Si selon Toynbee les civilisations surgissent en réponse à certains défis d'une extrême difficulté, quelle réponse saurions-nous trouver aux défis actuels ?

Il faut cependant rappeler que bien avant la modernité, l'Occident a du faire face à un défi de taille, celui du désordre provoqué par la déchéance de l'empire romain. C'est la naissance sur plusieurs siècles de l'église catholique qui a résolu le chaos de l'Europe post-romaine en rassemblant l'ensemble des royaumes de l'Europe occidentale dans une communauté religieuse unique. Le catholicisme a constitué ainsi une réponse à ce chaos en échafaudant une nouvelle civilisation. Le dogme de l'incarnation ou la divinisation du Christ va donc être la question centrale autour de laquelle se construiront, lentement, douloureusement, les référents de la civilisation occidentale. L’homme devenu Dieu va constituer le référent fondateur de l’Occident chrétien. Au VIII ème siècle, s'inspirant de la divinisation de Jésus, Charlemagne, soutenu par l'église, imposera à la société l'idéologie du droit divin. A l'image du Christ, l'empereur devient l'expression visible, sur terre, de la volonté divine. A partir de ce moment,l'alliance de l'église et de la monarchie dirigera d'une main de fer, pendant plusieurs siècles la société. Le dogme de l'incarnation marquera alors de son empreinte l'horizon éthique, culturel, social et esthétique de cette civilisation. En réalité, cette divinisation de l'humain imprègnera non seulement les monarques mais toute la classe dominante avec tout un cortège de privilèges au profit du haut clergé et de la noblesse d'épée. Toutefois, les rivalités entre monarchies ainsi que les dissensions à l'intérieur de l'église plongeront pendant le 16ème et 17ème siècle l'Europe dans le chaos le plus total. L'atrocité de ces guerres de religion nous rappelle l'assertion de Toynbee lorsqu'il affirme que les guerres les plus violentes ont été fratricides, contredisant la thèse de Huntington qui considère que les conflits les plus longs et les plus violents ont été causés par des différences entre civilisations. Les contradictions internes de l'Occident chrétien ont fini par ébranler le dogme et pousser les minorités agissantes à relever le défi en tentant d'élaborer des réponses adéquates.

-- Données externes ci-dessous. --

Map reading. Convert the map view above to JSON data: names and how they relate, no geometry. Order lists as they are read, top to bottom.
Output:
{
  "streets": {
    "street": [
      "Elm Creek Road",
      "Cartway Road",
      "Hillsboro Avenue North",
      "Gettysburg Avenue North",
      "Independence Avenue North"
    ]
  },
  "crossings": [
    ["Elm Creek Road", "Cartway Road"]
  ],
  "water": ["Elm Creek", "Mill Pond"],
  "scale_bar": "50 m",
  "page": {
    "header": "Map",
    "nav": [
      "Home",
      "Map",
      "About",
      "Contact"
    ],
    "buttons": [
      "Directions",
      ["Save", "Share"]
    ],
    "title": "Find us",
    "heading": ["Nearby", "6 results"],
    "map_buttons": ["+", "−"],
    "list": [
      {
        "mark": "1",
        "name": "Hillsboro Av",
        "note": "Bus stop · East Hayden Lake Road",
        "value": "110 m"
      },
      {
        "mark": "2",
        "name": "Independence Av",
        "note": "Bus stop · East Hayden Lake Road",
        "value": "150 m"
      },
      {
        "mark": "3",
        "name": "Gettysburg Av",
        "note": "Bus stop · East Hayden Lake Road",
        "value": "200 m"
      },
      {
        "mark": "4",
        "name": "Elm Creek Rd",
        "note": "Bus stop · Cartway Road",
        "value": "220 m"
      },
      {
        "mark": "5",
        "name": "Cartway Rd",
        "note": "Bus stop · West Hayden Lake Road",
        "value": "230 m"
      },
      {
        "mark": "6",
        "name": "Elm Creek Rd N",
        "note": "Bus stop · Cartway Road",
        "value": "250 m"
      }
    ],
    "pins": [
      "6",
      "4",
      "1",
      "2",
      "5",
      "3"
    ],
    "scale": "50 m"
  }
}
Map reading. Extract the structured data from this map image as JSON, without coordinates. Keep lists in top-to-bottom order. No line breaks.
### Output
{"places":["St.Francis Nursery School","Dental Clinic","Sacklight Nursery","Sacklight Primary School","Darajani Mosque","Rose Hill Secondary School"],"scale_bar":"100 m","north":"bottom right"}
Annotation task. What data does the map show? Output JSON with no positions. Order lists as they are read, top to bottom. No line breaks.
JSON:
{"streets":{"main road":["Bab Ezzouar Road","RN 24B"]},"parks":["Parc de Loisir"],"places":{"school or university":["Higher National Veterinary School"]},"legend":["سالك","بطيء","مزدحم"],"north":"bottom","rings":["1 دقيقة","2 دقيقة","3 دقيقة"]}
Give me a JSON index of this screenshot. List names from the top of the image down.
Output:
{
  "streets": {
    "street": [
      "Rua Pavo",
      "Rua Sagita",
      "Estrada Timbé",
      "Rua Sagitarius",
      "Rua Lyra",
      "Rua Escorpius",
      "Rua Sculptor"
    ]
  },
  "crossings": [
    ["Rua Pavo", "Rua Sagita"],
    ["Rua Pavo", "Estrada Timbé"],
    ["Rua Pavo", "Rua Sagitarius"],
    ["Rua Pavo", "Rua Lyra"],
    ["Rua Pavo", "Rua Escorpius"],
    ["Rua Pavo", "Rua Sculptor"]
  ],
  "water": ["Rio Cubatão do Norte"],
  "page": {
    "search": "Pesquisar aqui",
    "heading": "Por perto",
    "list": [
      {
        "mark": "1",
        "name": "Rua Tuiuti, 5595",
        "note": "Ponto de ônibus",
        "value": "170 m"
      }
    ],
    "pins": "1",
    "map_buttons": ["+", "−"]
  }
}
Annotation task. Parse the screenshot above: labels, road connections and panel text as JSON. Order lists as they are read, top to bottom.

En plein milieu du XVIIème siècle, le cogito de Descartes, faisant fi de la scolastique, vient alors opérer une vraie révolution en plaçant le sujet pensant à l’origine de la connaissance. Ainsi, après la divinisation du Christ, puis celle des monarques, voilà que l'homme ordinaire se trouve élevé de la manière la plus démocratique au rang de démiurge. De l'Homme-Dieu aux hommes divinisés, l'anthropomorphisme atteint son degré ultime d'exacerbation. Cependant, il faut reconnaître que c'est au cogito cartésien que revient le mérite d'avoir remis en question l'idéologie du droit divin. Désormais aucun individu ni aucune caste ne bénéficie plus du privilège de la transcendance. La monarchie, la noblesse et l'église de moins en moins crédibles, de plus en plus contestées seront progressivement mais irrémédiablement balayées par les vents violents de la Modernité.

Le « je » cartésien, après avoir renversé les dogmes de la scolastique, va progressivement verser dans le solipsisme(1) et finira par nier tout ce qui est externe à lui, tout ce qui n’est pas une évidence de son point de vue, de sa subjectivité propre. Cette explosion de l' égo en détruisant la verticalité des transcendances a brisé en même temps l'horizontalité des liens sociaux. le sujet n'a plus le sentiment d'appartenir à un tissu social. Insensible aux solidarités traditionnelles, il ne reconnaît plus la réalité extérieure et s'enferme dans une posture narcissique. Le Moi, disait Lacan ne peut être source de connaissance, mais au contraire source de méconnaissance de l'autre. Cette indifférence à l'égard de l'altérité bascule dans l'impassibilité la plus totale.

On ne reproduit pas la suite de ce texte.